Ironis, lanjut Cepi, partai yang membidani Jokowi dan keluarganya terjun di gelanggang politik kekuasaan justru dijadikan "musuh" politik. Memprihatinkan, kata dia, karena seolah jadi fenomena "politik Malin Kundang" dalam budaya demokrasi partai politik di Indonesia.

"Jokowi setelah menikmati berbagai fasilitas politik istimewa dari partai mulai walikota hingga presiden, ternyata bukan cuma menabrak moral budi pekerti berpoltik demokrasi dengan berpihak ke partai lain dalam Pemilu," ungkap Cepi, yang sebelum mendeklarasikan Kombatan menjadi Ormas Nasionalis, justru jejaring relawan militan Jokowi saat dua kali maju Pilpres.

Cepi juga menegaskan, realita politik Gibran juga mengikuti jejak paradoks Jokowi. Padahal, anak sulung Jokowi ini saat prosesi jadi walikota Solo juga diperjuangkan "all out" PDI-P dan para kader serta konstituante PDI-P di Solo.

Politik kader "malin kundang" itu, kemudian diikuti menantu Jokowi, Bobby Nasution yang jadi Walikota Medan juga difasilitasi PDI-P.

Fakta lebih tragis, lanjut Cepi, justru semua dinamika itu seperti ada kesengajaan menghalalkan pengkhianatan politik dengan disertai berbagai macam manuver yang dapat dinilai merupakan praktik politik culas dan curang.

Efeknya, kata Cepi, tidak hanya melemahkan power partai berbasis ideologi nasionalisme Proklamator Ir Soekarno ini. Namun, identik mendegradasi posisi PDI-P sebagai partai pemenang dua kali Pemilu, yakni 2014 dan 2019.

"Tentu, realitas ini membahayakan masa depan PDI Perjuangan. Karena arahnya pada Pemilu 2024, dapat memindahkan lumbung suara PDI Perjuangan ke partai lain. Sehingga, PDIP bisa terancam akan jadi partai yang kalah," imbuh Cepi, yang juga kader PDI-P sejak era tragedi pemberangusan Kantor PDI --sebelum ganti nama PDI Perjuangan-- pada masa Orde Baru.

Karenanya, lanjut Cepi, Kombatan mengingatkan PDI Perjuangan jangan sampai lengah sedikit pun menghadapi ranjau-ranjau "jebakan batman" memasuki tahun baru, yang ditandai dengan momen strategis Pemilu 14 Februari 2024.

Sebaliknya, Cepi mempertegas, PDI-P wajib bangkit dan melawan. Sehingga, tidak dapat dikorbankan dalam suksesi periodisasi politik kekuasaan nasional setiap kurun 20-an tahun, bertepatan dengan Pemilu 2024.
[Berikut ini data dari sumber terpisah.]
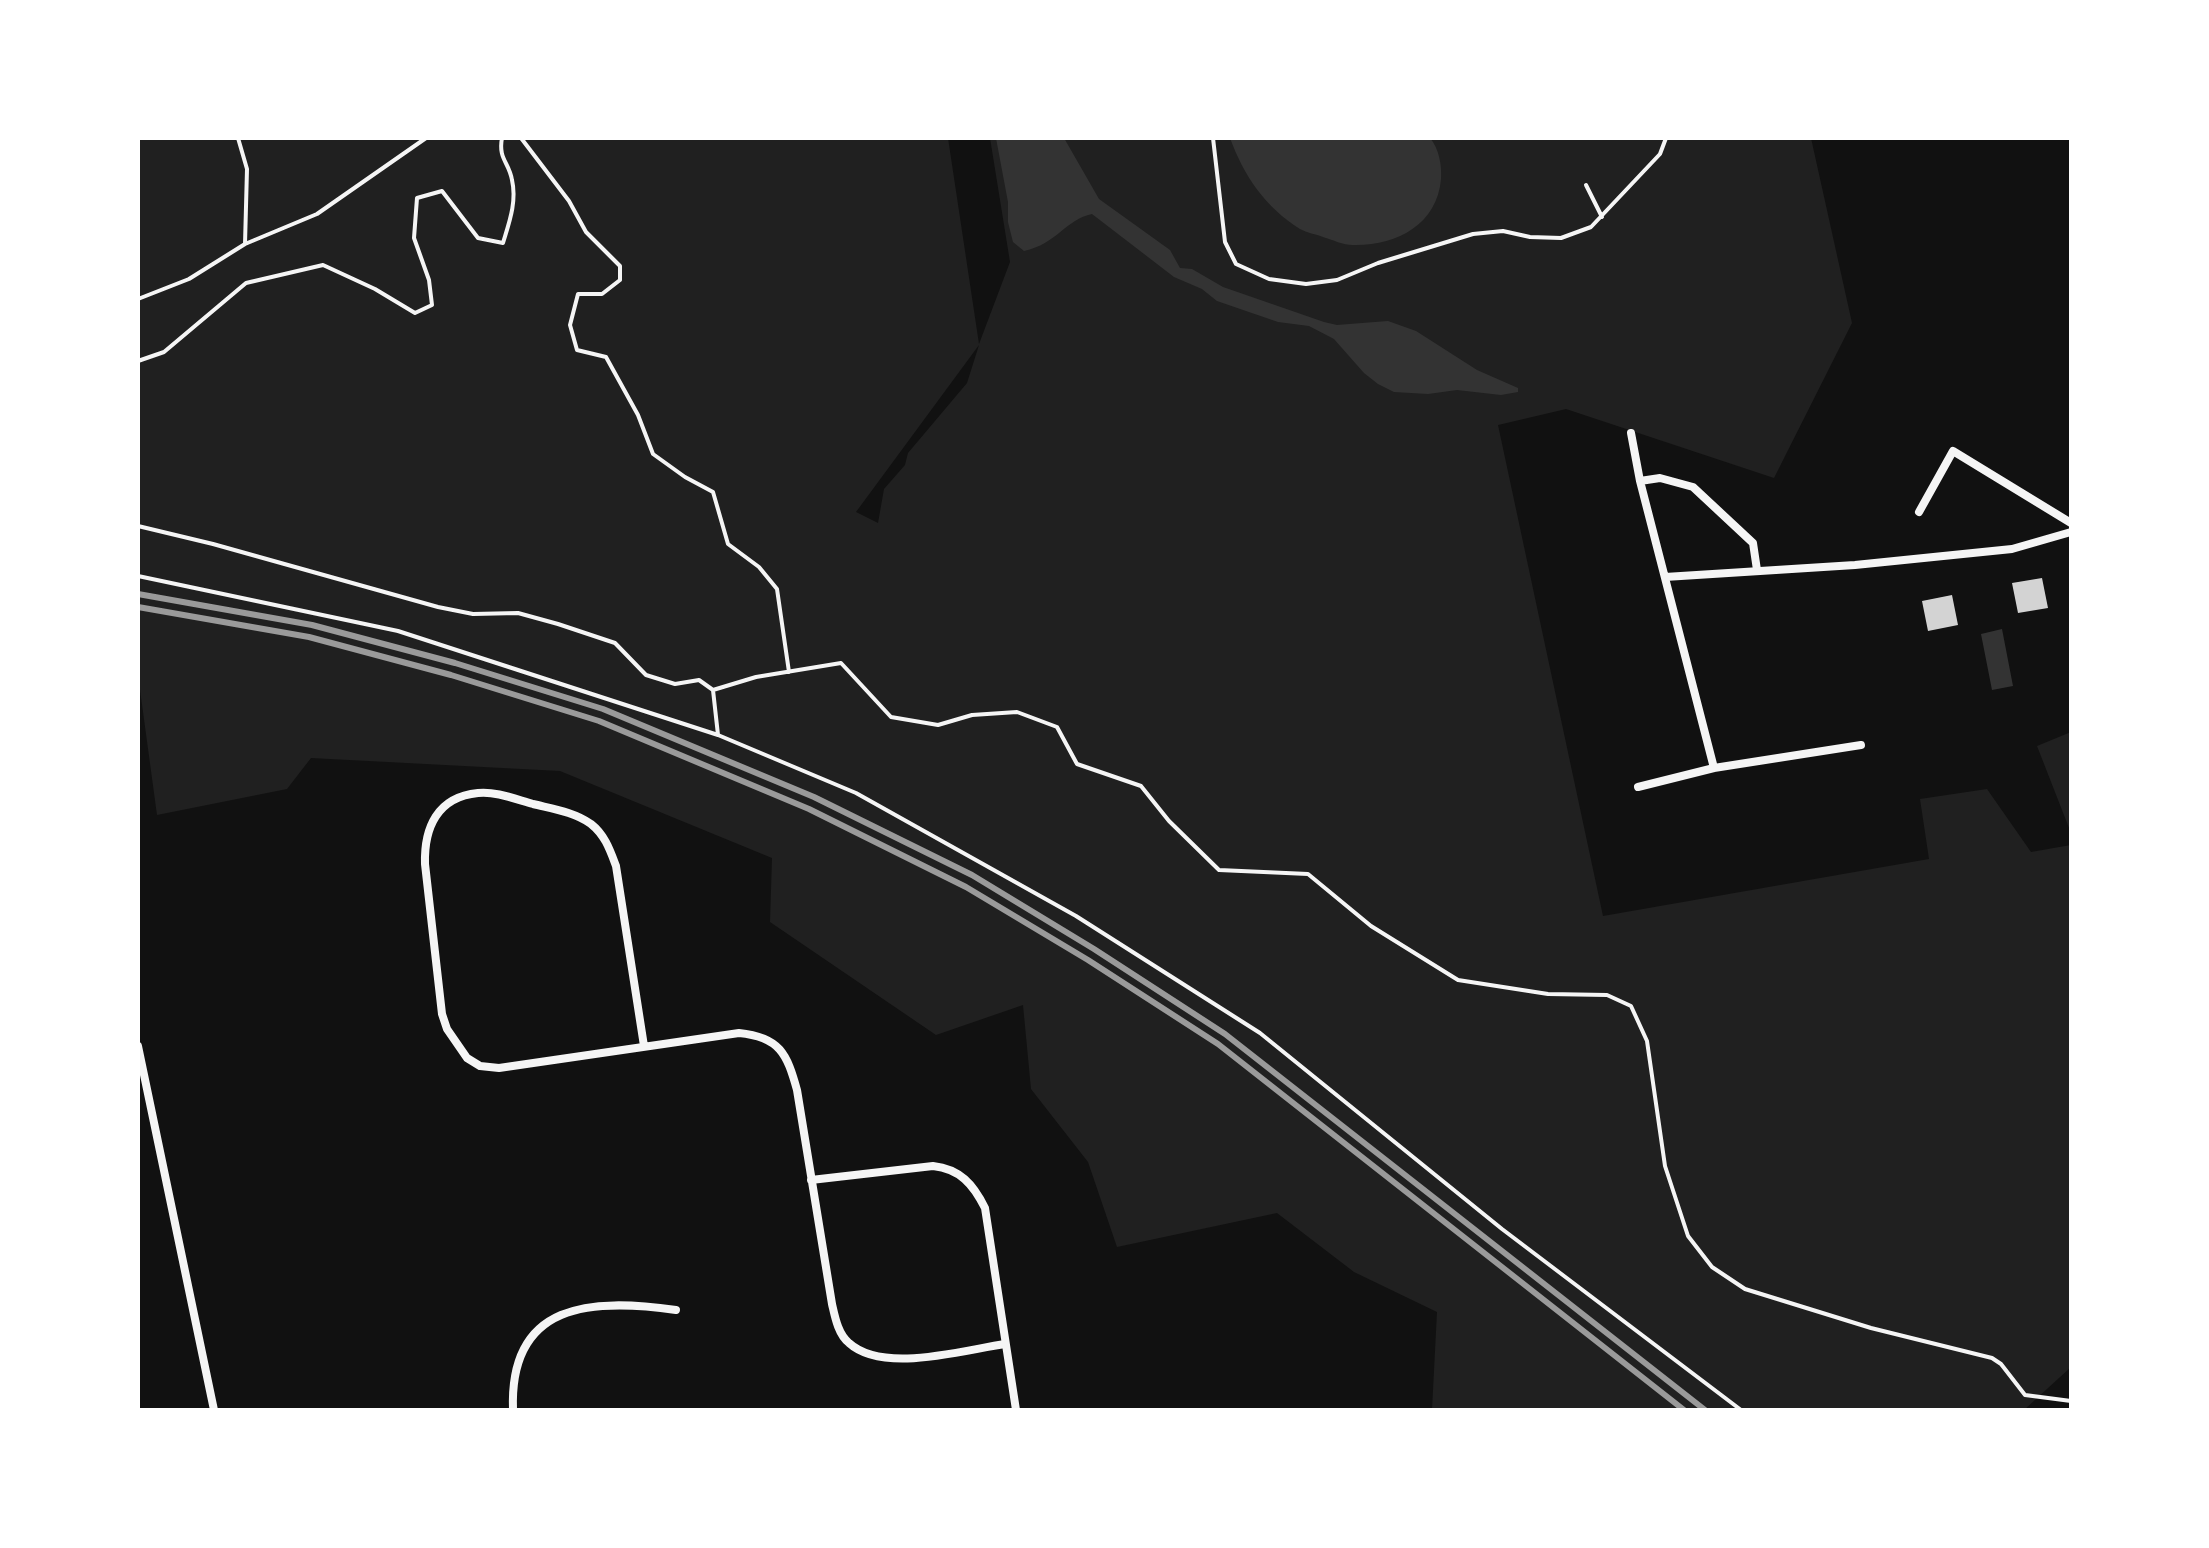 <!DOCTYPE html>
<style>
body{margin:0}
#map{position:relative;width:2209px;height:1548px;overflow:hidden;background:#111;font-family:Barlow,sans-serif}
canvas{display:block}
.frame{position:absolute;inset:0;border:140px solid #fff;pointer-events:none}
</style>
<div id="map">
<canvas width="2209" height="1548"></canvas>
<div class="frame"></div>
</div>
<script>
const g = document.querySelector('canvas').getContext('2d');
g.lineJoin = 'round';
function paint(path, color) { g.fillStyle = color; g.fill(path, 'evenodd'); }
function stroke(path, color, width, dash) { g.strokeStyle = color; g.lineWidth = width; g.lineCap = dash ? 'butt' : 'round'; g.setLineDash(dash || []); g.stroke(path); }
const green = new Path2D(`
 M 138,138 L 948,138 L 979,344 L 1010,262 L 990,138 L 1811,138 L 1852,323 L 1774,478 L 1566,409 L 1498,425 L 1603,916 L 1929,859 L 1920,799 L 1987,789 L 2031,852 L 2071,845 L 2071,1367 L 2024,1410 L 1432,1410 L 1437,1312 L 1354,1272 L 1277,1213 L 1117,1247 L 1088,1162 L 1031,1089 L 1023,1005 L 936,1035 L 770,922 L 772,858 L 560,771 L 311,758 L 287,789 L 157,815 L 138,675 ZM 979,345 L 967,383 L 908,453 L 905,465 L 884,489 L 878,523 L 856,512 Z
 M 2071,732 L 2071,833 L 2037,746 Z`);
const water = new Path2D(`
 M 996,138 L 1064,138 L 1099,199 L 1170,250 L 1180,268 L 1192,269 L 1223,287 L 1324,322 L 1337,325 L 1388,321 L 1416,331 L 1477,370 L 1518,388 L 1518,392 L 1501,395 L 1457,390 L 1428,394 L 1394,392 L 1378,384 L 1364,373 L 1334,339 L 1309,326 L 1278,322 L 1217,301 L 1202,289 L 1174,277 L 1092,214 C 1066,219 1057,244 1024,251 L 1013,242 L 1008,222 L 1008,202 Z
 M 1230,138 L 1430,138 C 1439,149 1442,165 1441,179 C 1437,225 1396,246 1353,245 C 1343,245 1333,240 1323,237 C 1316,234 1307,233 1300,229 C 1265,207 1244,176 1230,138 Z
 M 2002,629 L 2013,686 L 1992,690 L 1981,634 Z`);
const building = new Path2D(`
 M 2042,578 L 2048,608 L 2018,613 L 2012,583 Z
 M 1952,595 L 1958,625 L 1928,631 L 1922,601 Z`);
const path = new Path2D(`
 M 238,138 L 247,169 L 245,244
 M 521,138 L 569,201 L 586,232 L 620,266 L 620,280 L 602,294 L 578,294 L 570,325 L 577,350 L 606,357 L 638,415 L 653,454 L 685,477 L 713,492 L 728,544 L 759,567 L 777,589 L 789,672
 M 1213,138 L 1225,242 L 1236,264 L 1269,279 L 1306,284 L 1337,280 L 1378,263 L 1473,234 L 1503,231 L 1530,237 L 1561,238 L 1591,227 L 1660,154 L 1666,138
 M 1586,185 L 1602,217
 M 138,299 L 189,279 L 245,244 L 317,214 L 426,138
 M 138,361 L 164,352 L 246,283 L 323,265 L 375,289 L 415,313 L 432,305 L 429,280 L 414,238 L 417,198 L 442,191 L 478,238 L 503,243 C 509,223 517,202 512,180 C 509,162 498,159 502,138
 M 138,526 L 213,544 L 438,607 L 473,614 L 518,613 L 558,624 L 615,643 L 646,675 L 675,684 L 699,680 L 713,690 L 718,735
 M 138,576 L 398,631 L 718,735 L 856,793 L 1076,916 L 1260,1033 L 1502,1229 L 1741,1410
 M 713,690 L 756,677 L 841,663 L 891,717 L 938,725 L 972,715 L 1017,712 L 1057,727 L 1077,764 L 1141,786 L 1169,821 L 1219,870 L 1308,874 L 1371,926 L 1458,980 L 1548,994 L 1607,995 L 1631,1006 L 1647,1041 L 1665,1166 L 1688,1236 L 1712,1267 L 1745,1289 L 1871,1328 L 1992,1358 L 2001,1364 L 2025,1395 L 2071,1401`);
const minor = new Path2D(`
 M 1631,433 L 1640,481 L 1714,768
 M 1640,481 L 1660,478 L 1693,487 L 1753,543 L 1757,570
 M 1919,512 L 1953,451 L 2071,523
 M 1665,577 L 1855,565 L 2012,549 L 2071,532
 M 1638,787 L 1714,768 L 1861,745
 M 138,1046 L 214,1410
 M 644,1046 L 616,866 C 610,850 605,835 591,824 C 574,812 553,809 533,804 C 515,799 495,791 478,793 C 437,797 424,828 425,864 L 442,1014 L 447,1029 L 467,1058 L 480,1066 L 499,1068 L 739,1033 C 780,1037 787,1054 797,1090 L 832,1304 C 835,1317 838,1334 849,1343 C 883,1374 963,1350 1005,1344
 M 811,1180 L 933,1166 C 960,1169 973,1184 985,1208 L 1016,1410
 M 513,1410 C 509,1302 591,1298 676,1310`);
const rail = new Path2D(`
 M 138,594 L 312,625 L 455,663 L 603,709 L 814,797 L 972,875 L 1094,949 L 1225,1034 L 1705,1410
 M 138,607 L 309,637 L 451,675 L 599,721 L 809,809 L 966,887 L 1088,960 L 1218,1044 L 1684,1410`);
paint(green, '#202020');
paint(water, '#333');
paint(building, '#d3d3d3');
stroke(path, '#f5f5f5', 4);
stroke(minor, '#f5f5f5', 8);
stroke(rail, '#9a9a9a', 6);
</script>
"Usia periodisasi politik Tanah Air itu sudah terbukti, contohnya dimulai era Kebangkitan 1908, Sumpah Pemuda 1928, kemerdekaan RI 1945, Tragedi PKI 1965, gerakan Malari hingga Reformasi 1998. Suksesi regenerasi kekuasaan itu rata-rata dinamika tensi politik memang keras," ungkap Cepi.

Kombatan mencermati, lanjut Cepi, dinamika politik dari masa ke masa juga selalu diwarnai sarat manuver politik devide et impera, adu domba, tipu muslihat.
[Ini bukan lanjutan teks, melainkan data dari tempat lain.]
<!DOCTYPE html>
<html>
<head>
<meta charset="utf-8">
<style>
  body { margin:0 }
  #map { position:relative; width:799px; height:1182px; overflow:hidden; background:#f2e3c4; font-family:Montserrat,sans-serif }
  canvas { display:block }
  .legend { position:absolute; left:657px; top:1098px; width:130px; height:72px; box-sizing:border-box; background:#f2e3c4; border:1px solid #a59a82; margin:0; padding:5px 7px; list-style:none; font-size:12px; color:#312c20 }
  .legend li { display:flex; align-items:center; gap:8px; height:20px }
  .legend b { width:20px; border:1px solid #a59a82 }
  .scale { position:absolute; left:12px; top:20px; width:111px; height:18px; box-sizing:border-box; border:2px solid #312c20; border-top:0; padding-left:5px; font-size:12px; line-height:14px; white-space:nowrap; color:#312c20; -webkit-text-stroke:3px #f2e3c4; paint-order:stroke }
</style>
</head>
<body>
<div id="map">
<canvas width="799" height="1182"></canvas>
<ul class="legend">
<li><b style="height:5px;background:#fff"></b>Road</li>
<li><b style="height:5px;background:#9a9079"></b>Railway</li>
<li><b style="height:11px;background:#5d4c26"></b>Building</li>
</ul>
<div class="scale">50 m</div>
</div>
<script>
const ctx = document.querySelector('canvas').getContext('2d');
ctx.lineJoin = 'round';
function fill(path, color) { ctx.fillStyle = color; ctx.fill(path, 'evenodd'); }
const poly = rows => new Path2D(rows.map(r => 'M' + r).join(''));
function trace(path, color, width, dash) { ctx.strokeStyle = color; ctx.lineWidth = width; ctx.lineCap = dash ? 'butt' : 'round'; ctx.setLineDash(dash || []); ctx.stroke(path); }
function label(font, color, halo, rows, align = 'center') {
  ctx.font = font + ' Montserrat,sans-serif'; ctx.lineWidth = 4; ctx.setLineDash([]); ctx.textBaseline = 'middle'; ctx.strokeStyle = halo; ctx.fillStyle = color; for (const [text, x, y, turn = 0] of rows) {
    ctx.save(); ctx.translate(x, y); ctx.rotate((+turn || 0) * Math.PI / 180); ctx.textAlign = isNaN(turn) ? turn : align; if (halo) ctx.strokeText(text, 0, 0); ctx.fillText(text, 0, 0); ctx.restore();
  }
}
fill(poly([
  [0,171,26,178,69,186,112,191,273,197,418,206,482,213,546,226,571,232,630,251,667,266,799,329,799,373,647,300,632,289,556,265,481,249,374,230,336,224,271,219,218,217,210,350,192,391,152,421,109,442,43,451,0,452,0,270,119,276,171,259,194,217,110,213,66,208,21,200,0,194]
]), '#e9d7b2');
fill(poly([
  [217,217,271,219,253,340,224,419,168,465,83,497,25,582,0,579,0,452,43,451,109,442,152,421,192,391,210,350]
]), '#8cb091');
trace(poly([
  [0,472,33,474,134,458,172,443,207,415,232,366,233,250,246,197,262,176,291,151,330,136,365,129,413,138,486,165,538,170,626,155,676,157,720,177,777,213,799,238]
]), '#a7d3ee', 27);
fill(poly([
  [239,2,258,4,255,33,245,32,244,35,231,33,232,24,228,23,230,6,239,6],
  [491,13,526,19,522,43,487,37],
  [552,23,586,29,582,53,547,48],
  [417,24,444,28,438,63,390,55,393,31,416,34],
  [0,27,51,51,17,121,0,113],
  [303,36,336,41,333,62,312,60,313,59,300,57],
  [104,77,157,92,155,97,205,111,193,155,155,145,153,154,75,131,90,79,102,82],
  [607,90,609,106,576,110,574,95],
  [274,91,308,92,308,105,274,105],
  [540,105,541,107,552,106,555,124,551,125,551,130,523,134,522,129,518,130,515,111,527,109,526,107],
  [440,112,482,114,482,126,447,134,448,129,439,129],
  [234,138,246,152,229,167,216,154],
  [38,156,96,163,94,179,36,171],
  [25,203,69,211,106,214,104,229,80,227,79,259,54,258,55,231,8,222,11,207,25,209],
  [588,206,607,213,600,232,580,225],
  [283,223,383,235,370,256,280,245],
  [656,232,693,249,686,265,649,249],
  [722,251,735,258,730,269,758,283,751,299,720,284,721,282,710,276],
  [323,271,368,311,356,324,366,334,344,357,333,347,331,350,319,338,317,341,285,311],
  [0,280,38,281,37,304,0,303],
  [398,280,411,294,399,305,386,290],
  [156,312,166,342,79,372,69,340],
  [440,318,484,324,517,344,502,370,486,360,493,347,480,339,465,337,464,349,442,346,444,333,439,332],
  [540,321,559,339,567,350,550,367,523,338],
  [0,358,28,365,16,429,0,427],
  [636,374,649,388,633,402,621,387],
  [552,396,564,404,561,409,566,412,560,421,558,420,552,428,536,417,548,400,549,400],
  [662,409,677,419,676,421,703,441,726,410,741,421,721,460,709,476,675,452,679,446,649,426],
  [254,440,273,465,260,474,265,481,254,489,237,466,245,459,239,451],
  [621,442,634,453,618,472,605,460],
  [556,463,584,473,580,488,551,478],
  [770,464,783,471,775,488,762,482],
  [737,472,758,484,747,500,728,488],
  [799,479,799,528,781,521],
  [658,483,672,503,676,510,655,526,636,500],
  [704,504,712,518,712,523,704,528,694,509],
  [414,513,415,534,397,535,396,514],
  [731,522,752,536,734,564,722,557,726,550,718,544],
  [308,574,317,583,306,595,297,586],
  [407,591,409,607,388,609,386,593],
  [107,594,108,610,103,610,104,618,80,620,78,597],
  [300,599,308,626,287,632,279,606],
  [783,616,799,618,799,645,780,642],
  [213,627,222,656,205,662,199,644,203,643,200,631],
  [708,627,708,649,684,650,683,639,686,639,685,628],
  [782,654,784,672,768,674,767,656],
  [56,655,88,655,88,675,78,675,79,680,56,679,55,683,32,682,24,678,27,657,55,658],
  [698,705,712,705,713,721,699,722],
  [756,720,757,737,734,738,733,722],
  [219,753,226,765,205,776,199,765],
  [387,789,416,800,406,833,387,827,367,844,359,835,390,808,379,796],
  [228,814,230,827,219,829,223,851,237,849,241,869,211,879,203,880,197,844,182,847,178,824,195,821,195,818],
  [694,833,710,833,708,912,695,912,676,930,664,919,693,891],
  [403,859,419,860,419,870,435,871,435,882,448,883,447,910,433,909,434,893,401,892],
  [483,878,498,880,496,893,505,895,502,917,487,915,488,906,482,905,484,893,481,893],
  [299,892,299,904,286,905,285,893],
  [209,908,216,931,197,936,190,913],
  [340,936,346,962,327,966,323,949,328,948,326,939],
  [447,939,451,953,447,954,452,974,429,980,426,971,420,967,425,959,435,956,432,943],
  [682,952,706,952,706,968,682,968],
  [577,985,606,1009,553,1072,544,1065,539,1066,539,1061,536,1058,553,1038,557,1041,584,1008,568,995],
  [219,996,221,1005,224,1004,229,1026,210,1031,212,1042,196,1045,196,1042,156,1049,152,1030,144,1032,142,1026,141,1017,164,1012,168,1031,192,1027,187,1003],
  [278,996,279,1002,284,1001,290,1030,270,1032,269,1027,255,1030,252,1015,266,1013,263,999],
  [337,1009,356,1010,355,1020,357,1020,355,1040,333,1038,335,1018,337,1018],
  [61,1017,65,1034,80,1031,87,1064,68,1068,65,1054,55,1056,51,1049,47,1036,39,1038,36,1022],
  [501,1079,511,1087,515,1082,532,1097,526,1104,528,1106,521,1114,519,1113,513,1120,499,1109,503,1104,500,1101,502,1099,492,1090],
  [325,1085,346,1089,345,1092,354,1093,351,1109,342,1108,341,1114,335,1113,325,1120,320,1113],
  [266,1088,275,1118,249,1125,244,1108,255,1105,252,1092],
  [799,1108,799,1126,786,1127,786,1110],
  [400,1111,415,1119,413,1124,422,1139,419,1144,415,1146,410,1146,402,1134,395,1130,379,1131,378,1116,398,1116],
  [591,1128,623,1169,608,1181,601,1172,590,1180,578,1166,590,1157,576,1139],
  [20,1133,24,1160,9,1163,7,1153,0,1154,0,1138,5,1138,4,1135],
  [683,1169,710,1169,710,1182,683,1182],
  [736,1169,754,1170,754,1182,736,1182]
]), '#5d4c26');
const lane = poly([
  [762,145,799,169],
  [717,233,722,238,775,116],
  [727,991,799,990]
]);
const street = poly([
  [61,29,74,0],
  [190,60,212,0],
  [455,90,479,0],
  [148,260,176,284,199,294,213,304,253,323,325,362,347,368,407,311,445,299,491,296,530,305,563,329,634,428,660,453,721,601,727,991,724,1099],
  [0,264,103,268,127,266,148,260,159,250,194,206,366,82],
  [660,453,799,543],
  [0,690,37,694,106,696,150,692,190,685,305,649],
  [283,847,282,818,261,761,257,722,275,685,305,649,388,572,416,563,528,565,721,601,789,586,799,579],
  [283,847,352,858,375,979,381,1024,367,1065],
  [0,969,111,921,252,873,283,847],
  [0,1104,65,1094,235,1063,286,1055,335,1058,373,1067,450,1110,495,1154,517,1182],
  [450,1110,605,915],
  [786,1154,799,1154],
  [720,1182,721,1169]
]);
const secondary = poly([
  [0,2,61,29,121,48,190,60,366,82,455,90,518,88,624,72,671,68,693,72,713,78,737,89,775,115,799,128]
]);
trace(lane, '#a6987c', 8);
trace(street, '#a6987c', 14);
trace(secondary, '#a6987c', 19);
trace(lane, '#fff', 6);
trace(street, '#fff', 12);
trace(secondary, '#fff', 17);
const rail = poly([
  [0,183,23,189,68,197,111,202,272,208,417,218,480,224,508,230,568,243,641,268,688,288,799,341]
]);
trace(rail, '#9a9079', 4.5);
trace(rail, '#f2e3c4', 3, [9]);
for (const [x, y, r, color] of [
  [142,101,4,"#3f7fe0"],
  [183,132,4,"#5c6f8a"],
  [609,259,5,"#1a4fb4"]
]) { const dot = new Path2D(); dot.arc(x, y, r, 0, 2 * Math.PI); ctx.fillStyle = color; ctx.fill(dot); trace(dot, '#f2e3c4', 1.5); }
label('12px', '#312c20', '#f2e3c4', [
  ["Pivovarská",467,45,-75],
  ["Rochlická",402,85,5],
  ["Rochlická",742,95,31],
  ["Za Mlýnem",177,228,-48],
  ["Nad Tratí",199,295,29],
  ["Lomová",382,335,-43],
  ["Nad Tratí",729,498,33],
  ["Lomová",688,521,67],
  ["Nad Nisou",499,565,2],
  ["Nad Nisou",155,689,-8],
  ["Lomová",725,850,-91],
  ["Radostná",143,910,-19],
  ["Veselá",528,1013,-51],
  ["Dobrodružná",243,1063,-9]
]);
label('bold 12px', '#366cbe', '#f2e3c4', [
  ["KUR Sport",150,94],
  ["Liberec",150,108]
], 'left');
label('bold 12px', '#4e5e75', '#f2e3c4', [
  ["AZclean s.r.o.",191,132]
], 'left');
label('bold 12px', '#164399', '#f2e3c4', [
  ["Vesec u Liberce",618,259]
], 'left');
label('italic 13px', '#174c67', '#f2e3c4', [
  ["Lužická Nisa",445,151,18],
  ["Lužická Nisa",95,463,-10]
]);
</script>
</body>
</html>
Baca juga: Jokowi Terkesan Buntuti Ganjar Pranowo, Hasto PDIP Sebut Prabowo Tak Bisa Blusukan

"Pastinya kolaborasi manuver politik ekonomi global yang berkonspirasi dengan domestik, selanjutnya memanfaatkan pelaku politik praktis dalam negeri," tutur Cepi, yang juga Ketua Umum Jejaring Relawan Jarwo (Ganjar Pranowo) Center Indonesia. JARWO CENTER.

"Jadi, tidak heran marwah politik menuju Pemilu 2024 diwarnai banyak peristiwa politik keras dan mencengangkan. Sebab, merupakan momen puncak suksesi perebutan politik kekuasaan untuk arah satu generasi minimal kurun 20 tahun ke depan," tutur Cepi, mengingatkan.

Cepi mengkritisi lebih mendalam adanya manuver ingkar peran PDI Perjuangan yang secara konstitusi memback-up penuh tugas Jokowi sebagai presiden RI. Yakni, seluruh anggota legislator Fraksi PDI-P yang jumlahnya terbanyak di DPR RI memberikan dukungan total ke Jokowi. Begitu pun dukungan peran serta kader PDI-P, Puan Maharani dalam posisi strategis sebagai Ketua DPR RI.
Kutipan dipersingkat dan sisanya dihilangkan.